Please give again exactly the lines from the top of the material through the line with "position:absolute; left:28px; top:2377px;"; omit each picture.

** Data follows **

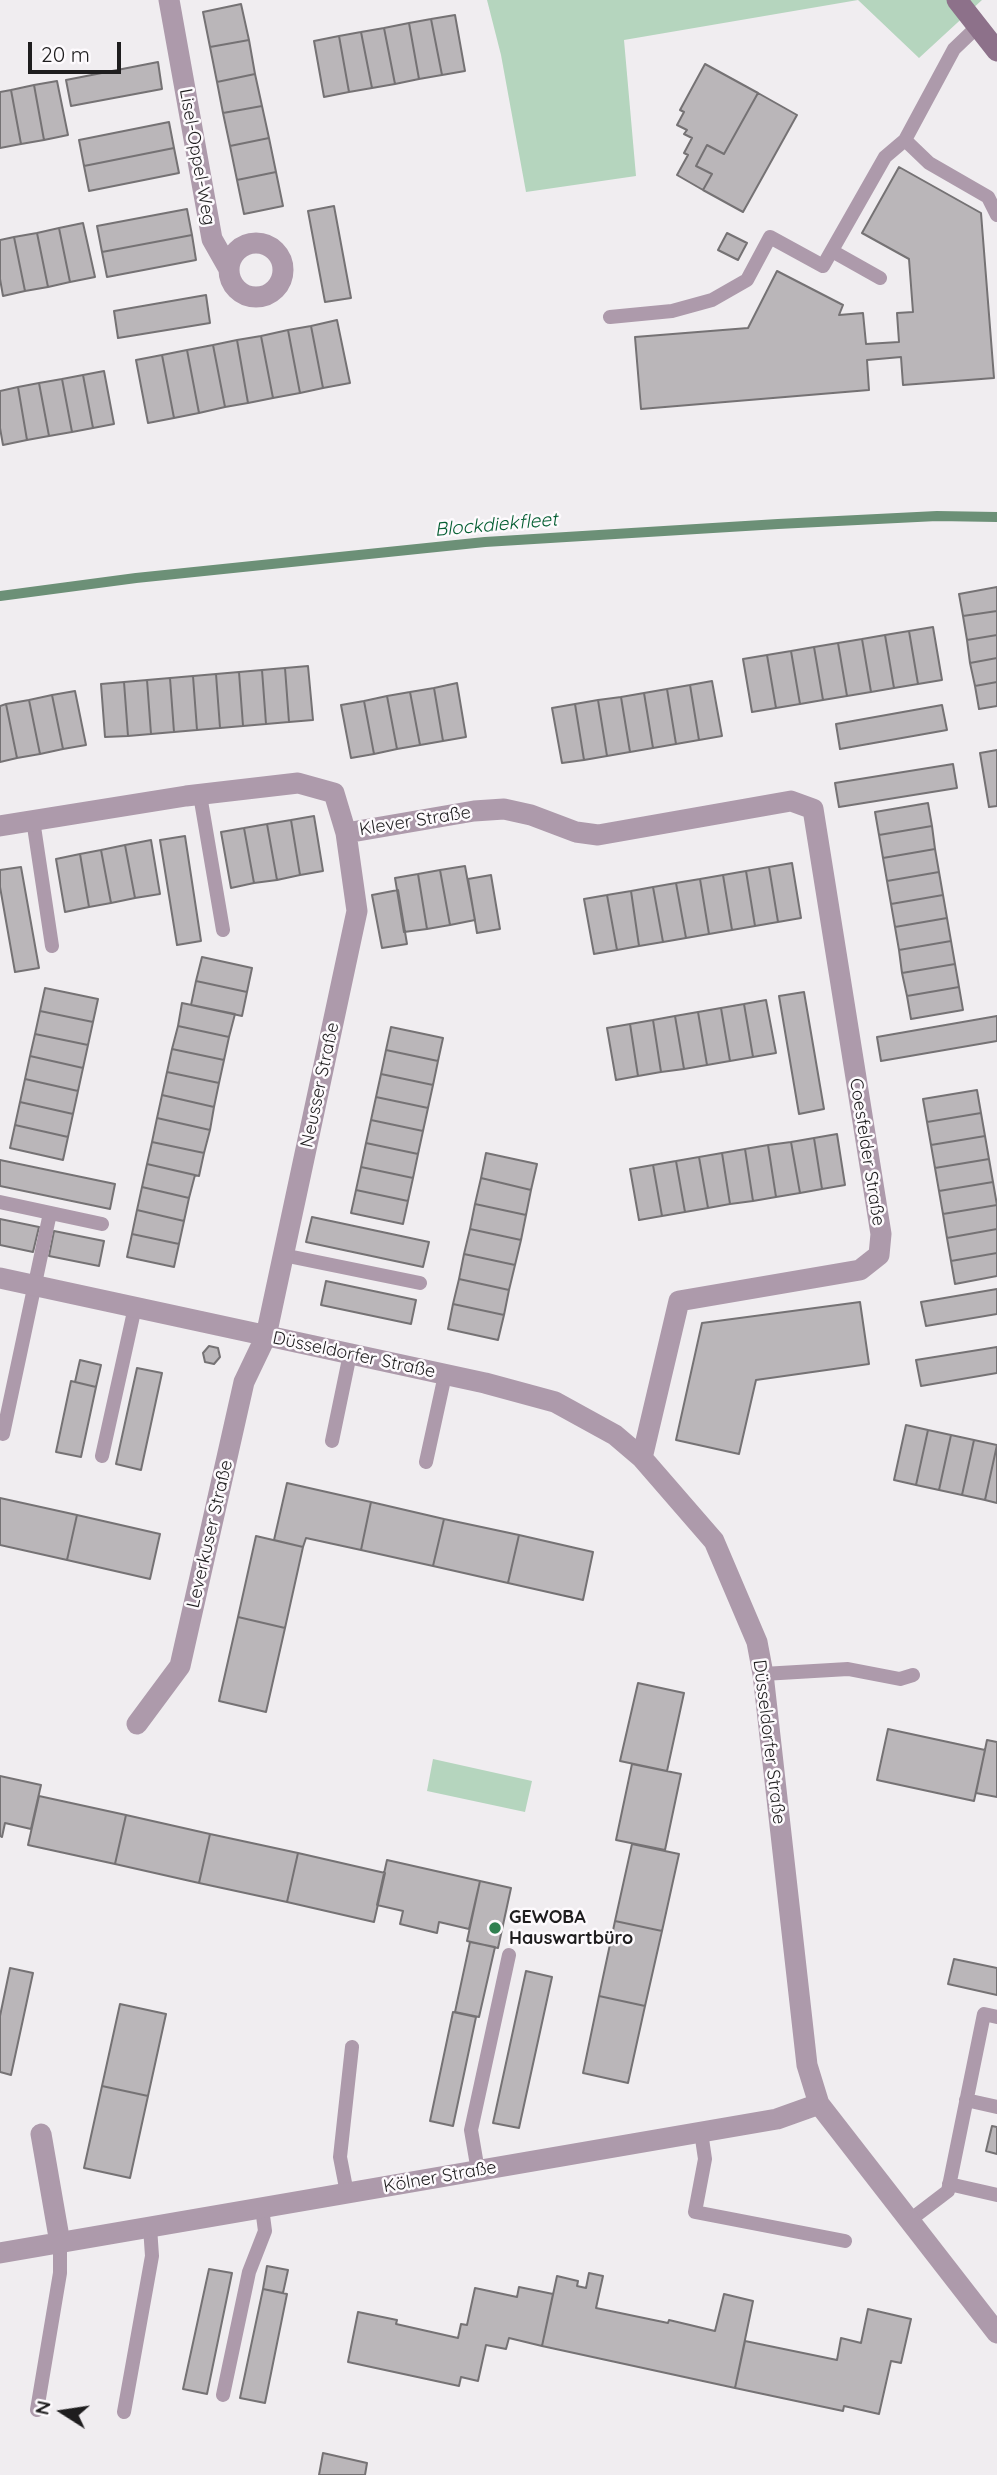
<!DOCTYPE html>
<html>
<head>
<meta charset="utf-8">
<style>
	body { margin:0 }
	#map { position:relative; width:997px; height:2475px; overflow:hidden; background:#f0edf0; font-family:Quicksand,sans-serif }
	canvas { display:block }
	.north { position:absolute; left:28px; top:2377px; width:70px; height:70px; -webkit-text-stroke:5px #fdfafd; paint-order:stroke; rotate:282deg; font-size:19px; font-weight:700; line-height:28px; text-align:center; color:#1e1d1e }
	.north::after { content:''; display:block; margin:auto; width:24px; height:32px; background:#1e1d1e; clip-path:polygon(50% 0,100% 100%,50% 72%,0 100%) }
	.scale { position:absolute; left:28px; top:42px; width:93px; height:32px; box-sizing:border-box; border:4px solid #1e1d1e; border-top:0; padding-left:9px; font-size:21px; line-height:24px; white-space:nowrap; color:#1e1d1e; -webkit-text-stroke:5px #fdfafd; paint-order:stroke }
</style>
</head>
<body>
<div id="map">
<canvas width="997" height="2475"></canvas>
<div class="north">N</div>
<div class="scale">20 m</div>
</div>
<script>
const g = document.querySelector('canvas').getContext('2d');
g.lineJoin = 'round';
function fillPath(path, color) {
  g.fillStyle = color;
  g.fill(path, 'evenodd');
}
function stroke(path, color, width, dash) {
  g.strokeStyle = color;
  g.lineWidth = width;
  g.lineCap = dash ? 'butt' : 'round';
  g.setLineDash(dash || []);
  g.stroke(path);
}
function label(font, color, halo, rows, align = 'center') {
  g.font = font + ' Quicksand,sans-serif';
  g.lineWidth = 5;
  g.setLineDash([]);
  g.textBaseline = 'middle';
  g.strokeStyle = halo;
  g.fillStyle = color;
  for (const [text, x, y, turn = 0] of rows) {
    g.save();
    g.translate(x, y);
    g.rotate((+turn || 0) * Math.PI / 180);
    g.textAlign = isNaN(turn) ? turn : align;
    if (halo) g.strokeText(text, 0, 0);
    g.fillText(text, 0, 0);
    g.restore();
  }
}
fillPath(new Path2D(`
	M487 0H982L919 58 858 0 624 40 636 176 526 192 501 55Z
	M433 1759 532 1781 525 1812 427 1791Z`), '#b5d5be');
stroke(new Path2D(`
	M0 596 136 578 485 542 778 524 937 516 997 517`), '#6c9077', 10);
const building = new Path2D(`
	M241 4 249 40 210 47 203 12Z
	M455 15 465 71 442 75 431 19Z
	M431 19 442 75 419 79 409 23Z
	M409 23 419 79 395 84 384 28Z
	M384 28 395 84 372 88 361 32Z
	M361 32 372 88 349 92 339 36Z
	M339 36 349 92 324 97 314 41Z
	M249 40 255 74 217 82 210 47Z
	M158 62 162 89 71 106 66 80Z
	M705 64 758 93 724 154 707 145 696 166 712 174 703 190 677 175 688 155 684 153 692 138 684 134 687 130 677 125 684 112 680 110Z
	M255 74 262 106 223 113 217 82Z
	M57 81 68 135 44 140 34 85Z
	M34 85 44 140 21 144 11 90Z
	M11 90 21 144 0 148V92Z
	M758 93 797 115 743 212 703 190 712 174 696 166 707 145 724 154Z
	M262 106 269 138 230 146 223 113Z
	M169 122 174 148 84 166 79 140Z
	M269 138 276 172 237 180 230 146Z
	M174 148 179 173 89 191 84 166Z
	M899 167 981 213 994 378 903 385 901 357 867 360 869 390 641 409 635 337 748 328 777 271 843 305 839 315 863 313 866 344 899 342 897 313 913 312 909 259 862 233Z
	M276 172 283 206 244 214 237 180Z
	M334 206 351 298 325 302 308 211Z
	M187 209 192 235 102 252 97 226Z
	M83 223 95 277 70 282 59 228Z
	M59 228 70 282 48 287 37 233Z
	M37 233 48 287 25 291 14 237Z
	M727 233 747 243 738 260 718 250Z
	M192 235 196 260 107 277 102 252Z
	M14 237 25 291 3 296 0 279V240Z
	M206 295 210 323 118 338 114 311Z
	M337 320 350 383 323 388 311 326Z
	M311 326 323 388 300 393 288 330Z
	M288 330 300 393 273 398 261 336Z
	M261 336 273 398 248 403 237 340Z
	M237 340 248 403 225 407 213 345Z
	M213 345 225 407 199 413 187 350Z
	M187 350 199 413 174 418 162 355Z
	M162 355 174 418 148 423 136 360Z
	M104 371 114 424 93 428 83 375Z
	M83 375 93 428 72 432 62 379Z
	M62 379 72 432 49 436 39 383Z
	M39 383 49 436 27 440 18 387Z
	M18 387 27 440 3 445 0 428V391Z
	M997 587V611L963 616 959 594Z
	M997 611V635L967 640 963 616Z
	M933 627 942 680 918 684 909 631Z
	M909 631 918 684 894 688 885 635Z
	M885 635 894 688 871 692 862 639Z
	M997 635V658L970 663 967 640Z
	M862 639 871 692 847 696 838 643Z
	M838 643 847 696 823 700 814 647Z
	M814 647 823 700 800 704 791 651Z
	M791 651 800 704 776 708 767 655Z
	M767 655 776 708 752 712 743 659Z
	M997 658V682L975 686 970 663Z
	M308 666 313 720 289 722 285 668Z
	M285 668 289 722 266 724 262 670Z
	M262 670 266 724 243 726 239 672Z
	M239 672 243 726 220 728 216 674Z
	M216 674 220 728 197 730 193 676Z
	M193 676 197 730 174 732 170 678Z
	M170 678 174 732 151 734 147 680Z
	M147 680 151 734 128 736 124 682Z
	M712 681 722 736 699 740 690 685Z
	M124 682 128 736 105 737 101 684Z
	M997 682V706L979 709 975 686Z
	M457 683 466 737 443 741 434 688Z
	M690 685 699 740 676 744 667 689Z
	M434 688 443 741 420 745 410 692Z
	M667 689 676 744 653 748 644 693Z
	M75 691 86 745 63 749 52 695Z
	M410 692 420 745 397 749 387 696Z
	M644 693 653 748 630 752 621 697Z
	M52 695 63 749 40 754 29 700Z
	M387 696 397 749 374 754 364 701Z
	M621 697 630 752 607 756 598 700Z
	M29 700 40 754 17 758 6 704Z
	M598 700 607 756 584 760 575 704Z
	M364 701 374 754 351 758 341 705Z
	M6 704 17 758 0 762V706Z
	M575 704 584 760 562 763 552 708Z
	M942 705 947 730 840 749 836 724Z
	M997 750V806L989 807 980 753Z
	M953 764 957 788 839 807 835 783Z
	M928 803 932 826 879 835 875 812Z
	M314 816 323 871 300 875 291 820Z
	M291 820 300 875 277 880 267 824Z
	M267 824 277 880 254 883 244 828Z
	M932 826 935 849 883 858 879 835Z
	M244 828 254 883 231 888 221 832Z
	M185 836 201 941 177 945 160 840Z
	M151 840 160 894 135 898 125 845Z
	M125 845 135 898 111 903 101 850Z
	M935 849 939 872 887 881 883 858Z
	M101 850 111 903 89 907 80 854Z
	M80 854 89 907 65 912 56 859Z
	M792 863 801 918 778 922 769 867Z
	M465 866 475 920 450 925 440 870Z
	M21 867 39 968 15 972 0 887V870Z
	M769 867 778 922 755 926 746 871Z
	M440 870 450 925 427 929 418 874Z
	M746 871 755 926 732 930 723 875Z
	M939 872 943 895 891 904 887 881Z
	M418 874 427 929 404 932 395 878Z
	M491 875 500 929 477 933 468 879Z
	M723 875 732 930 709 934 700 879Z
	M700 879 709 934 686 938 676 883Z
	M676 883 686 938 663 942 653 887Z
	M653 887 663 942 639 946 631 891Z
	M398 890 407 944 382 948 372 895Z
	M631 891 639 946 617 950 607 895Z
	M607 895 617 950 594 954 584 899Z
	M943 895 947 918 895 927 891 904Z
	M947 918 951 941 899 950 895 927Z
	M951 941 955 964 902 973 899 950Z
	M202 957 252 968 247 992 196 981Z
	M955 964 959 987 907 996 902 973Z
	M196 981 247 992 242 1016 191 1005Z
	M959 987 963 1010 911 1019 907 996Z
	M45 988 98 999 93 1022 40 1011Z
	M804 992 824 1109 799 1114 779 996Z
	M766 1000 776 1053 753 1057 744 1004Z
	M182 1003 235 1014 229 1037 178 1026Z
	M744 1004 753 1057 730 1061 721 1008Z
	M721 1008 730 1061 707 1065 698 1012Z
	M40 1011 93 1022 88 1045 35 1034Z
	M698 1012 707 1065 684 1069 675 1016Z
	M675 1016 684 1069 661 1072 653 1020Z
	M997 1016V1041L881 1061 877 1037Z
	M653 1020 661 1072 638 1076 630 1024Z
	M630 1024 638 1076 616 1080 607 1028Z
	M178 1026 229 1037 224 1060 172 1049Z
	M391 1027 443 1038 438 1061 386 1050Z
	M35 1034 88 1045 83 1068 30 1056Z
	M172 1049 224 1060 219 1083 167 1072Z
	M386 1050 438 1061 433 1085 381 1074Z
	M30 1056 83 1068 78 1091 25 1079Z
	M167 1072 219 1083 214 1107 162 1095Z
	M381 1074 433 1085 428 1108 376 1097Z
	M25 1079 78 1091 73 1114 20 1102Z
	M977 1090 981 1113 927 1122 923 1099Z
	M162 1095 214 1107 210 1130 157 1118Z
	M376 1097 428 1108 423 1131 371 1120Z
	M20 1102 73 1114 68 1137 15 1125Z
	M981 1113 985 1136 931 1145 927 1122Z
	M157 1118 210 1130 204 1153 152 1142Z
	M371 1120 423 1131 418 1154 366 1143Z
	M15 1125 68 1137 63 1160 10 1148Z
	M837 1134 845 1185 822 1189 814 1138Z
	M985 1136 989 1159 935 1168 931 1145Z
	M814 1138 822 1189 800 1193 791 1142Z
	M152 1142 204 1153 199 1176 147 1164Z
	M791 1142 800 1193 776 1197 768 1145Z
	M366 1143 418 1154 413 1178 361 1167Z
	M768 1145 776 1197 753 1201 745 1149Z
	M745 1149 753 1201 730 1204 722 1153Z
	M486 1153 537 1164 531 1190 481 1178Z
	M722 1153 730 1204 708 1208 699 1157Z
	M699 1157 708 1208 685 1212 676 1161Z
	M989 1159 993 1182 939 1191 935 1168Z
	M0 1160 115 1184 110 1209 0 1186Z
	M676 1161 685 1212 662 1216 653 1165Z
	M147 1164 195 1175 189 1198 142 1187Z
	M653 1165 662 1216 639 1220 630 1169Z
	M361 1167 413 1178 408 1201 356 1190Z
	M481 1178 531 1190 526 1215 475 1204Z
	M993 1182 997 1205 943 1214 939 1191Z
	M142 1187 189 1198 184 1221 137 1210Z
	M356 1190 408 1201 403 1224 351 1213Z
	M475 1204 526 1215 521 1240 470 1229Z
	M997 1205V1229L947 1238 943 1214Z
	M137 1210 184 1221 179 1244 132 1234Z
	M312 1217 429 1242 423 1267 306 1242Z
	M0 1219 39 1227 33 1252 0 1245Z
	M470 1229 521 1240 515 1265 464 1254Z
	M997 1229V1253L951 1261 947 1238Z
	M54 1231 104 1241 99 1266 49 1256Z
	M132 1234 179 1244 174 1267 127 1257Z
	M997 1253V1276L955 1284 951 1261Z
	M464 1254 515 1265 509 1290 459 1279Z
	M459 1279 509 1290 504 1315 453 1304Z
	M326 1281 416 1300 411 1324 321 1305Z
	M997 1289V1314L926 1326 921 1302Z
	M860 1302 869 1364 756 1380 739 1454 676 1440 702 1323Z
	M453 1304 504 1315 498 1340 448 1329Z
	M209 1346 218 1348 220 1357 214 1364 205 1362 203 1353Z
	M997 1347V1373L921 1386 916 1360Z
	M80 1360 101 1365 96 1387 75 1382Z
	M137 1368 162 1373 141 1470 116 1464Z
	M71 1381 96 1387 81 1457 56 1452Z
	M906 1425 928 1430 916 1485 894 1480Z
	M928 1430 951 1435 939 1490 916 1485Z
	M951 1435 974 1440 962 1495 939 1490Z
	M974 1440 997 1445 985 1500 962 1495Z
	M997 1445V1503L985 1500Z
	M287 1483 371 1502 361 1550 306 1538 303 1547 274 1540Z
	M0 1498 77 1515 67 1560 0 1545Z
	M371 1502 444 1519 433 1566 361 1550Z
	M77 1515 160 1534 150 1579 67 1560Z
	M444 1519 519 1535 508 1583 433 1566Z
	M519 1535 593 1552 583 1600 508 1583Z
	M256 1536 303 1547 285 1628 238 1617Z
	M238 1617 285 1628 266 1712 219 1701Z
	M638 1683 684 1693 667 1771 620 1761Z
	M888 1729 985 1750 974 1801 877 1780Z
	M987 1740 997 1742V1797L976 1793Z
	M632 1764 681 1774 665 1850 616 1840Z
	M0 1776 41 1785 31 1829 5 1823 2 1837 0 1836Z
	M39 1796 126 1815 115 1864 28 1845Z
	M126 1815 210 1834 199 1883 115 1864Z
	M210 1834 298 1853 287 1902 199 1883Z
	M632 1844 679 1854 662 1931 615 1921Z
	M298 1853 385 1873 374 1922 287 1902Z
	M387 1860 480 1881 469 1929 439 1922 437 1933 400 1924 403 1911 377 1905Z
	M480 1881 511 1888 498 1948 467 1941Z
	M615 1921 662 1931 645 2006 599 1996Z
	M470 1942 495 1947 479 2017 455 2012Z
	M954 1959 997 1968V1995L948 1984Z
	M10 1968 33 1973 11 2075 0 2072V2016Z
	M526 1971 552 1977 519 2128 493 2123Z
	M599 1996 645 2006 628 2083 583 2073Z
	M120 2004 166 2014 148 2096 102 2086Z
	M453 2012 476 2017 453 2126 430 2121Z
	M102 2086 148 2096 130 2178 84 2168Z
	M992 2126 997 2127V2154L986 2151Z
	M267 2266 288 2270 283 2293 263 2289Z
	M209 2269 232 2273 207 2394 183 2389Z
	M589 2273 603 2276 596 2308 668 2323 669 2320 715 2331 724 2294 753 2301 735 2388 542 2346 557 2276 578 2281 577 2286 586 2288Z
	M519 2287 553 2294 542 2346 509 2338 506 2349 486 2345 478 2381 461 2377 459 2386 348 2362 358 2312 397 2320 396 2324 458 2338 461 2324 467 2325 475 2288 517 2297Z
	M263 2289 287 2294 265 2403 240 2398Z
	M868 2309 911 2319 901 2363 891 2361 879 2414 844 2406 843 2411 735 2388 745 2341 837 2360 841 2338 861 2343Z
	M323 2453 367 2463 365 2475H319Z`);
fillPath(building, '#bab6b9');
stroke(building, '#757274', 2);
stroke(new Path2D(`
	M905 140 929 163 988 197 997 215
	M832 251 880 278
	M610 317 672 311 712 300 747 280 770 237 823 266 885 157 905 140 954 49 977 27
	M200 795 223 930
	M33 820 52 946
	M0 1202 102 1224
	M283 1255 420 1283
	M3 1434 50 1213
	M332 1441 350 1354
	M102 1456 135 1307
	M426 1462 445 1375
	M763 1674 848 1669 900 1679 913 1675
	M966 2100 997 2107
	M701 2132 705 2159 695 2212 845 2241
	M478 2171 471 2130 509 1955
	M949 2184 997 2195
	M347 2193 340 2157 352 2047
	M910 2220 948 2191 984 2014 997 2017
	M223 2395 249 2272 265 2231 262 2208
	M37 2410 60 2273V2243
	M124 2412 152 2256 150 2227`), '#ad9aab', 14);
stroke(new Path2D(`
	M169 0 212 239 229 269
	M229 270a27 27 0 1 1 54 0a27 27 0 1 1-54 0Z
	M0 826 186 796 298 783 334 793 346 833 474 811 504 809 531 815 576 832 598 835 791 801 813 809 881 1234 879 1255 860 1270 679 1301 642 1458
	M0 1278 485 1383 555 1402 615 1435 642 1458 714 1541 757 1642 763 1674 807 2065 819 2104 997 2333
	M137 1724 180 1666 244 1382 266 1336 357 911 346 833
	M41 2134 60 2243
	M0 2253 777 2119 819 2104`), '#ad9aab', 21);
stroke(new Path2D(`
	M957 0 997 51`), '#8d718a', 21);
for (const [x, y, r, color] of [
	[495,1928,7,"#308050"]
]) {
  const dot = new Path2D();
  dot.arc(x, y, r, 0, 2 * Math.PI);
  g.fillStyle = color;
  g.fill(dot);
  stroke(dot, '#fdfafd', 2.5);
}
label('18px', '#1e1d1e', '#fdfafd', [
	["Lisel-Oppel-Weg",197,157,80],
	["Klever Straße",415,821,-9],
	["Neusser Straße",320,1085,-78],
	["Coesfelder Straße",867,1152,81],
	["Düsseldorfer Straße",354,1355,12],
	["Leverkuser Straße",210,1534,-77],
	["Düsseldorfer Straße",769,1742,83],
	["Kölner Straße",440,2177,-10]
]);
label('bold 18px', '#1e1d1e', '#fdfafd', [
	["GEWOBA",509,1918],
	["Hauswartbüro",509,1939]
], 'left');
label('italic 19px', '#045e32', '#fdfafd', [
	["Blockdiekfleet",496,525,-5]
]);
</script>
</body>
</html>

** End of Data **

_Answer space_
<!DOCTYPE html>
<html>
<head>
<meta charset="utf-8">
<style>
	body { margin:0 }
	#map { position:relative; width:997px; height:2475px; overflow:hidden; background:#f0edf0; font-family:Quicksand,sans-serif }
	canvas { display:block }
	.north { position:absolute; left:28px; top:2377px; width:70px; height:70px; -webkit-text-stroke:5px #fdfafd; paint-order:stroke; rotate:282deg; font-size:19px; font-weight:700; line-height:28px; text-align:center; color:#1e1d1e }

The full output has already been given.